Home/ Technology/ Microbubbles: A New Way to Separate Cells / Biotinylated Antibodies for Cell Separation: Bioti...
Biotin is a vitamin found in all living cells that’s necessary for a multitude of biological processes. Certain plant or animal tissues such as egg yolk, blood, and the brain have abundant amounts of biotin. This vitamin is small enough that it can be conjugated to other molecules without altering their biological function. The accurate and specific interactions of biotin with biotin-binding proteins such as streptavidin and avidin make it incredibly useful when detecting and targeting biological analytes. Biotin is also a necessary ingredient when creating biotinylated antibodies.
Biotinylated antibodies are blood proteins that bind to biotin through the process of biotinylation. These antibodies are produced to respond to specific antigens; scientists use them as probes during cell research. Antibodies with specific antigen counterparts can be conjugated with biotin to form a molecule that will attach biotin to target cells.

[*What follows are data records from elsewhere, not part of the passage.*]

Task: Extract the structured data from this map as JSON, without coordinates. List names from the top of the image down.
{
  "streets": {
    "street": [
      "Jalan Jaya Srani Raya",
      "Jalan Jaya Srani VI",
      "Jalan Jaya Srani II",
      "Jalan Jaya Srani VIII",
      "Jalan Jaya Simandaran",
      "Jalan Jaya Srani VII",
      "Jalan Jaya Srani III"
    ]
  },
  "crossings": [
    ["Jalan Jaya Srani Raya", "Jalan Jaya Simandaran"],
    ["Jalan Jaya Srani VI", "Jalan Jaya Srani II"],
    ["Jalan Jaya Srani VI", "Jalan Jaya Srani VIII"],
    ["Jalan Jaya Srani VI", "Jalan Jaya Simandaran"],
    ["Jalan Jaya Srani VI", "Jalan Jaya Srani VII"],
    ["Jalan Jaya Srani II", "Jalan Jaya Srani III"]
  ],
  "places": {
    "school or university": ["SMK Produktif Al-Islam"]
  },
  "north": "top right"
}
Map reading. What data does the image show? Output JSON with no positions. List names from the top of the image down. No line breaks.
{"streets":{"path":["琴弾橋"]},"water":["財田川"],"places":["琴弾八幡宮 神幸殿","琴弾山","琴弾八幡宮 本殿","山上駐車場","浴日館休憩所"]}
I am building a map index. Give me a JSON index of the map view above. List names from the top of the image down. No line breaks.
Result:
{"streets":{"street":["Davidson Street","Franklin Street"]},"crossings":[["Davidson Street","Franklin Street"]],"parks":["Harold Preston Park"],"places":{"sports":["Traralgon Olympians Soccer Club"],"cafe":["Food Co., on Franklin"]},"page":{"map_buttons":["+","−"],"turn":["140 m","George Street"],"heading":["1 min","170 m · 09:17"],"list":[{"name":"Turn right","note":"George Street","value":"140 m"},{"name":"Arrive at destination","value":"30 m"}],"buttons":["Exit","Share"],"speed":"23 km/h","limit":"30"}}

By then measuring or targeting biotin, scientists can properly identify and detect target cells through the use of biotinylated antibodies.
There are multiple protocols for the biotinylation of antibodies. Typically, they all rely on the interaction between biotin and either streptavidin or avidin. These are currently some of the strongest non-covalent interactions that can occur between proteins and ligands.
These bonds are immune to pH pressures, high salt concentrations, temperature extremes, and denaturants. This makes biotinylated antibodies useful when targeting specific biological molecules. Although used for a variety of things, one of the current practical applications for biotinylated antibodies is cell separation.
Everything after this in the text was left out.